Minnesota Senator Amy Klobuchar and New Jersey colleague Cory Booker brought their 2020 presidential bids to the International Union of Painters and Allied Trades’ annual convention in Las Vegas on Wednesday, with Klobuchar addressing the union leaders in person and Booker appearing remotely from his home in Newark.
Here are several takeaways from their speeches:
Sen. Amy Klobuchar, D-Minn.
Audience: The only candidate to address the union in person received a strong reception, with standing ovations to open and close the speech.
Money line: “(Trump) made a lot of promises on what he was going to do for your union… and I think one of your jobs and my job is to make it very clear that so much of what he’s done is helping the richest people and not helping the working people.”
Infrastructure: Klobuchar spent much of her 30-minute speech promoting infrastructure expansion paid for by rolling back tax breaks for the wealthy and corporations — an expected hit with a union crowd.
Midwestern flavor: The former prosecutor pledged to “make a strong Midwestern case” for American economic growth through using her home region’s strong unions as a model.
BONUS: In an interview with the Review-Journal, Klobuchar said she is being cautious with her $7 million war chest as her more affluent competitors ramp up Nevada staffing, but said she plans to announce statewide hires soon. She is using much of her media time this week to push a gun-control bill that would ban unmarried domestic abusers and stalkers from owning guns, noting that about half of all mass-shooters (including the recent shooter in Dayton, Ohio) kill a female romantic partner or family member during their sprees.
Sen. Cory Booker, D-N.J.
Audience: The audience rose for its applause at the beginning and end of his speech, but some technical difficulties may have contributed to a muted response during his remarks.
Money line: “You are critical to the vision of America. This idea that we talk about — this idea of a more perfect union. It is important to understand that unions have been critical to the American dream for a long time.”

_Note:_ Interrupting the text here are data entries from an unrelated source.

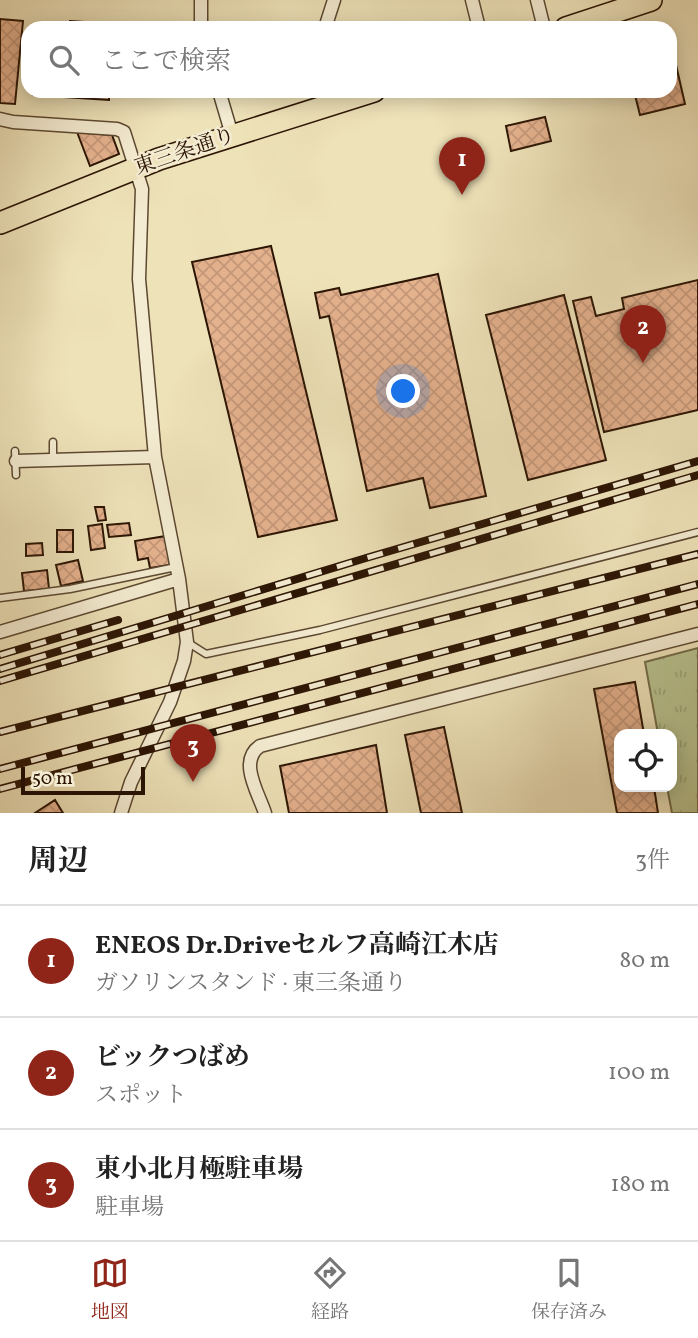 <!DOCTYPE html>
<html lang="ja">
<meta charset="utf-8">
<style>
:root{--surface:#fff;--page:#f2f2f2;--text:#222;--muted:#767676;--line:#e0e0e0;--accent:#8f2418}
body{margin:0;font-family:Vollkorn,"Noto Serif JP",serif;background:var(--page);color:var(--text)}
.controls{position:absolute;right:21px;bottom:21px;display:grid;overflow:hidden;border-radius:14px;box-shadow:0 4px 18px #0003}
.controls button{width:63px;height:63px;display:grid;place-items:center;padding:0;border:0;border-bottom:2px solid var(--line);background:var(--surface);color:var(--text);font:35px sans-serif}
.scale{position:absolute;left:21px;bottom:18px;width:124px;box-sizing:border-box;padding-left:7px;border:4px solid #2c1504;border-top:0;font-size:19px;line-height:24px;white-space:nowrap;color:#2c1504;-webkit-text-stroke:5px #f4ecd2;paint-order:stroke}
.you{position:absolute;left:404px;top:392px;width:24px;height:24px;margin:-18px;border:5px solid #fff;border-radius:50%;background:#1a73e8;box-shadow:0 0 0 10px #1a73e833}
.badge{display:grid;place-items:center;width:46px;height:46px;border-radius:50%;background:var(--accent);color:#fff;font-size:23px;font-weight:700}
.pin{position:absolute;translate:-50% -58px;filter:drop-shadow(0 2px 4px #0008)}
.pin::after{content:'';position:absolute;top:37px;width:24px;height:21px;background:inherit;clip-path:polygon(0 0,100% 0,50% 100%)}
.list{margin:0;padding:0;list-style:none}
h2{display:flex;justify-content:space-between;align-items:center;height:91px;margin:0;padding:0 28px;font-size:30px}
h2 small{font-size:23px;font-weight:400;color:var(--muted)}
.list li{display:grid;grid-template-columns:46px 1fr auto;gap:21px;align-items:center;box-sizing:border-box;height:112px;padding:0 28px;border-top:2px solid var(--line)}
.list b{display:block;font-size:26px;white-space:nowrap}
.list p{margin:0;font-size:23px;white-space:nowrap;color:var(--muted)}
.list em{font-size:23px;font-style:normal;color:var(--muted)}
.icon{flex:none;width:38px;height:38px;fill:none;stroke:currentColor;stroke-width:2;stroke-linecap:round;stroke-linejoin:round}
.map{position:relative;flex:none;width:698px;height:813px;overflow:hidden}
.search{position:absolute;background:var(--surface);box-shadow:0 4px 18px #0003;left:21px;right:21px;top:21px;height:77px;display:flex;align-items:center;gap:18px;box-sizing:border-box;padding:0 24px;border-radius:21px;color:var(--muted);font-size:26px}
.sheet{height:427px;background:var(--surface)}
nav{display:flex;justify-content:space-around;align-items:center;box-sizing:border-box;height:98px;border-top:2px solid var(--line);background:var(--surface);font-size:19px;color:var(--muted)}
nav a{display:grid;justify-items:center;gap:4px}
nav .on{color:var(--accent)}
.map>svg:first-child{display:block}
.park{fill:url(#park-tufts);stroke:#726c4a;stroke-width:2}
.building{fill:url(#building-cross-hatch);stroke:#2c1504;stroke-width:2}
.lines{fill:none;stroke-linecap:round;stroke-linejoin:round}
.service-casing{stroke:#5c4831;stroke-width:9}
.minor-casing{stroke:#5c4831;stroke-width:15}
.primary-casing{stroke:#2c1504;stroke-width:24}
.service{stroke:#f4ecd2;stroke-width:6}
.minor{stroke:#f4ecd2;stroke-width:12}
.primary{stroke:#eee2b9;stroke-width:21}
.rail-casing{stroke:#2c1504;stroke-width:8}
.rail{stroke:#f4ecd2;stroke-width:5;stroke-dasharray:16;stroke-linecap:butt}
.labels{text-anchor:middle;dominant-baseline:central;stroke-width:5;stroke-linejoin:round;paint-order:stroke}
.street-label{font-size:21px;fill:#2c1504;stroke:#f4ecd2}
</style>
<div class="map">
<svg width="698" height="813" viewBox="0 0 698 813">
<defs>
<pattern id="park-tufts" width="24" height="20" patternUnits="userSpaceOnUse" patternTransform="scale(1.75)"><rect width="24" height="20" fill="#b8c390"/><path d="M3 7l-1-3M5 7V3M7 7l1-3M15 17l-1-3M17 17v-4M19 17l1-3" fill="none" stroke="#9ea77b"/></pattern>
<pattern id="building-cross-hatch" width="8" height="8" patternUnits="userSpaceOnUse" patternTransform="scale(1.75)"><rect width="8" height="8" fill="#e5b28e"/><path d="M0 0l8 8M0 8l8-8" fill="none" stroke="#c59879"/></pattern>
</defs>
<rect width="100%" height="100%" fill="#eee2b9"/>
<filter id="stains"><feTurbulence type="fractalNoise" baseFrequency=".00286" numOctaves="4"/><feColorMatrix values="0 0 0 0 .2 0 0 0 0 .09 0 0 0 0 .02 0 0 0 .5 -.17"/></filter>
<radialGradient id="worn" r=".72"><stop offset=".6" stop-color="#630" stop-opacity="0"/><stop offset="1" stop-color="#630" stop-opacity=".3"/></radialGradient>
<path class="park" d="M698 648V813H672L667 787H672V734H658L645 662Z"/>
<path class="building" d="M0 19 23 21 15 104 0 103Z
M70 21 113 24V28H70Z
M670 39 685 104 640 115 634 91H670Z
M34 91H109V100L33 95Z
M545 117 551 141 511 151 506 126Z
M77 132 112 135 119 154 90 166Z
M271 246 337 520 258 537 192 262Z
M438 274 486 496 430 508 423 478 367 491 329 316 320 318 315 293 339 288 341 295Z
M698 280V410L604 432 573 301 591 297 596 316 624 309 622 298Z
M564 295 606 460 528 480 486 315Z
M95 507H104L106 520 98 521Z
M129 523 131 535 109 537 107 525Z
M102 524 105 548 91 550 88 526Z
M57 530H73V552H57Z
M166 536 170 565 150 568 148 558 138 560 135 541Z
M42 543 43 555 26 556V544Z
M78 560 83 581 61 586 56 565Z
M47 570 49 589 24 591 22 573Z
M635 682 644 734H619V787H654L658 813H617L594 689Z
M444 727 462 813H421L405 735Z
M376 745 387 813H289L280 766Z
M55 800 63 813H35Z"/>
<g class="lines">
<g class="service-casing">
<path id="service" d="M53 442V459
M15 451 16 475
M0 598 70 589 176 567
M187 642 206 654 320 630 698 532"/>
</g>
<g class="minor-casing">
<path id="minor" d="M472 0 479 28
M537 0 544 28
M201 28V0
M325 28 334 0
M219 91 232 135
M0 119 13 122 117 129 124 132 142 189 139 279 155 457 179 579 187 642 184 661 170 702 131 782 121 813
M16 461 155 457
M0 632 179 579
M265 813C258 792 238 761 260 746L698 634"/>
</g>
<g class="primary-casing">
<path id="primary" d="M566 28 651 0
M0 223 159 159 374 91"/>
</g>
<use href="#service" class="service"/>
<use href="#minor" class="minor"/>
<use href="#primary" class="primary"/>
<g class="rail-casing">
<path id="rail" d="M0 655 118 620
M0 669 366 558 698 461
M0 681 698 475
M0 732 698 554
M0 769 698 584
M0 789 698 604"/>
</g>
<use href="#rail" class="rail"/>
</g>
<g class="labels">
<g class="street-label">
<text transform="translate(185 152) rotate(-19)">東三条通り</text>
</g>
</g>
<rect width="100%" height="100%" filter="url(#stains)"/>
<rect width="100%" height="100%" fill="url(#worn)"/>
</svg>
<div class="controls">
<button><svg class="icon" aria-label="locate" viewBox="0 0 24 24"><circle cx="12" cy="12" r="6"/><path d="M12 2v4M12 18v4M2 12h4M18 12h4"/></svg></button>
</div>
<div class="scale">50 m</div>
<div class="you"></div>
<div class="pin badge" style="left:462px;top:195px">1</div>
<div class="pin badge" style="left:643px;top:363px">2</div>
<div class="pin badge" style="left:193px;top:782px">3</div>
<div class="search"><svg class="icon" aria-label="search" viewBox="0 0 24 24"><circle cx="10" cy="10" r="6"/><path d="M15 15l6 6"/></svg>ここで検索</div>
</div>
<section class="sheet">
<h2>周辺<small>3件</small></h2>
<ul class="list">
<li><span class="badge">1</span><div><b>ENEOS Dr.Driveセルフ高崎江木店</b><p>ガソリンスタンド · 東三条通り</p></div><em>80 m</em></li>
<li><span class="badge">2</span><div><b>ビックつばめ</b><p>スポット</p></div><em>100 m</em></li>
<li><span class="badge">3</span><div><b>東小北月極駐車場</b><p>駐車場</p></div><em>180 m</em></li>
</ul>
</section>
<nav>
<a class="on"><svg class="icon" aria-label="map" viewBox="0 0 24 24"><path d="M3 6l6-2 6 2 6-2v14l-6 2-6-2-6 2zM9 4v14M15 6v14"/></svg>地図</a>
<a><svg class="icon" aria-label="directions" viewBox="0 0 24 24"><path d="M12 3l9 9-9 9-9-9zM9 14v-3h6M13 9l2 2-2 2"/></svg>経路</a>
<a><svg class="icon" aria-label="saved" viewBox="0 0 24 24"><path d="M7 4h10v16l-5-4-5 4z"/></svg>保存済み</a>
</nav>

Newark as an example: Booker said his hometown is enjoying “the biggest period of economic development in 60 years” due in part to expansive building projects with union labor begun while Booker was serving as mayor. He said hopes to replicate that on a national level.
Apprenticeships: Booker mostly stuck to his typical campaign speech, but he received some applause for pledging to focus on apprenticeships, noting that only about 35 percent of Americans graduate from four-year colleges.
UP NEXT: Sen. Elizabeth Warren, D-Mass., will address the convention at 1 p.m. on Thursday.